We had a good team that went on to the finals in my senior year. It was after that that I became afflicted by jinxitis. We’d be watching some football or baseball game on television when I began to notice that whenever I was in the room, the favored team took a nosedive. As soon as I left, they recovered.

Some years ago, when the Mets were playing in the World Series, my mother and I were at Big Brother’s house to watch the game. Luckily, we’d come in separate cars. I wasn’t at all interested in the game and wanted to go home. They were insistent that I stay, however. So I warned them that I was a jinx against the Mets; if they didn’t let me go home, the Mets would magically start losing.

They scoffed at such superstitious nonsense. So I stayed and what happened - the Mets started losing. Big Brother was in his Thirties but I thought for certain he would have a coronary. As baseball fans are wont to do, he started jumping up and down, red in the face, cursing at the television.

“I told you so,” I remarked.

“What?!” he bellowed. He looked from me to the television. The Mets were losing badly. Baseballs were rolling right between the Mets’ legs, as though they were some Little League team in their first season.

“Get out! Get out, get out, get out! Go home!” he thundered. “Get out of my house! Go home! Don’t turn on the radio on the way home and don’t even turn your TV on when you get there!!”

Not only was I allowed to leave and released from the misery of watching a game in which I had no interest, but I was actually thrown out of my brother’s home (his then-wife wasn’t at home at the time; when she found out, she was furious until I told her I wanted to go home but they wouldn’t let me go).

Telling my supervisor, he banned me from even watching the commercials.
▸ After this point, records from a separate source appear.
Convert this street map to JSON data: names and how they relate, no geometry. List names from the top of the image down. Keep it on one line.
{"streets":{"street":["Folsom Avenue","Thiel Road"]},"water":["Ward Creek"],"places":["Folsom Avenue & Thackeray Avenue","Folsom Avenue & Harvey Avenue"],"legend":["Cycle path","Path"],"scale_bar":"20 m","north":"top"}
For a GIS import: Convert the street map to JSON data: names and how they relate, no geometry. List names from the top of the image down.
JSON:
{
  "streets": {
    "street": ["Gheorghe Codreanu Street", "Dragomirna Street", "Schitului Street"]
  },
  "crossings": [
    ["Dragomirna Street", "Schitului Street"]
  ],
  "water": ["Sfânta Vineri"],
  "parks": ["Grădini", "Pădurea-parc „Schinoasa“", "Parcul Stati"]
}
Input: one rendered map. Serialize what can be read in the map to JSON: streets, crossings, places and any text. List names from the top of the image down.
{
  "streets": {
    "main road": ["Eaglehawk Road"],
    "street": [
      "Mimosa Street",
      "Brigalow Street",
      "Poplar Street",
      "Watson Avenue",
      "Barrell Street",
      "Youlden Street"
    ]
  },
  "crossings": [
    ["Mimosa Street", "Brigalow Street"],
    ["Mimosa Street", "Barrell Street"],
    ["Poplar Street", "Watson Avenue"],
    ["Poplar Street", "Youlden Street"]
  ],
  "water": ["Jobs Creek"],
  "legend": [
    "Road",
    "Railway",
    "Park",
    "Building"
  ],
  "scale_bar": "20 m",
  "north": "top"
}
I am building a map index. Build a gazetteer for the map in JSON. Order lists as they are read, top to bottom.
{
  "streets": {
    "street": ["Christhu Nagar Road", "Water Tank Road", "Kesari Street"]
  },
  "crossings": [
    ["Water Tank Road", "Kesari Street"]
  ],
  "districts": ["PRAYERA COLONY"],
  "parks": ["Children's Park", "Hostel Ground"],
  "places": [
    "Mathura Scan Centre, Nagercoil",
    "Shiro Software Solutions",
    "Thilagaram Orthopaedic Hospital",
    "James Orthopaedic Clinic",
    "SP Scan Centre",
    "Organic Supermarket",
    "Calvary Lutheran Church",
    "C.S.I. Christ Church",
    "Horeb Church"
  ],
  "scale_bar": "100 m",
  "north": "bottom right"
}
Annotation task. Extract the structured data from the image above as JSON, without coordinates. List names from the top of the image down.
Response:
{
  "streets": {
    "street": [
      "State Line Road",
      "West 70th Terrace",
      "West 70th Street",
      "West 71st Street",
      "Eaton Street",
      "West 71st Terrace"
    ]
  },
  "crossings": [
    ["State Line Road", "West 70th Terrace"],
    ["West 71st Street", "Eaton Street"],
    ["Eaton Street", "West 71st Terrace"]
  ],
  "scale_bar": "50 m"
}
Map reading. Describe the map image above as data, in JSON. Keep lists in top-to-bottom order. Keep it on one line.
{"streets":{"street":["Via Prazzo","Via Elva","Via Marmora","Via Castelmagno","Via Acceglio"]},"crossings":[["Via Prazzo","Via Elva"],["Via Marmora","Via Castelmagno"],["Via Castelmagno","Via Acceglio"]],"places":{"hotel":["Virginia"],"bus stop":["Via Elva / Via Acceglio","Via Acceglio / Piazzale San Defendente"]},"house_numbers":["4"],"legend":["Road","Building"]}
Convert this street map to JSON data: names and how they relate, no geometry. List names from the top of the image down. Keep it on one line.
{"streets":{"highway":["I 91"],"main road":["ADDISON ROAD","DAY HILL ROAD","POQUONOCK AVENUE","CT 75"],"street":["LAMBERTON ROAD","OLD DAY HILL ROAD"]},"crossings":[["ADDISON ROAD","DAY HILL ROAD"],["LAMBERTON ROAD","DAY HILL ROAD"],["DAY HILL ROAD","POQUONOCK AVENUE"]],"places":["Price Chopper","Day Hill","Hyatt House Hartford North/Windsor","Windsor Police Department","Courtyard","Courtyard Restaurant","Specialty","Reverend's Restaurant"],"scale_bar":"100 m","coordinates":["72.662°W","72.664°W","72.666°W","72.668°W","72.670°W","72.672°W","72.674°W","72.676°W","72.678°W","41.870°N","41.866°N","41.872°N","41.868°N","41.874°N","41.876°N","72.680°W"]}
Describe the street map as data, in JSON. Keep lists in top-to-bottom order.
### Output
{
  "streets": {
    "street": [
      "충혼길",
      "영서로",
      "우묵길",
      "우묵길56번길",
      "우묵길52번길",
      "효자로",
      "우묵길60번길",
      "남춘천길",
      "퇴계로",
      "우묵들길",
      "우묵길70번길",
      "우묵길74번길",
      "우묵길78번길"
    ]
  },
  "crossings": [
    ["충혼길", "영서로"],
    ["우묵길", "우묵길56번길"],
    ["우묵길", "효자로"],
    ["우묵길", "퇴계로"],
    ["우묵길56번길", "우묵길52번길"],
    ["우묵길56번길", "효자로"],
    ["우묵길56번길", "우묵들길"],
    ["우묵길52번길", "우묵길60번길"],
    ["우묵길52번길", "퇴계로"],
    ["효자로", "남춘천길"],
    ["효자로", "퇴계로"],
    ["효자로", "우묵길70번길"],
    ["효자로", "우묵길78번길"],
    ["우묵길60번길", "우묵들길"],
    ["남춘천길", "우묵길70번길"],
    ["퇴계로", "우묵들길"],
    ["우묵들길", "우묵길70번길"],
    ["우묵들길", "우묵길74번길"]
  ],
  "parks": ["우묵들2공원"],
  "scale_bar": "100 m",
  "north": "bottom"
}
He was nice about it, but he said, “Watch the commercials on the Internet; don’t watch the game itself.”

So I agreed that I would. The game is about to start soon. I have to call Mom and Big Brother to make arrangements this week for a car ride as one of the windshield wipers broke on my car. I must call them soon, since the game will be starting in a little over an hour.

I’m going to tell them if they don’t promise to give me a ride to and from the car dealer that I’ll turn the game on tonight.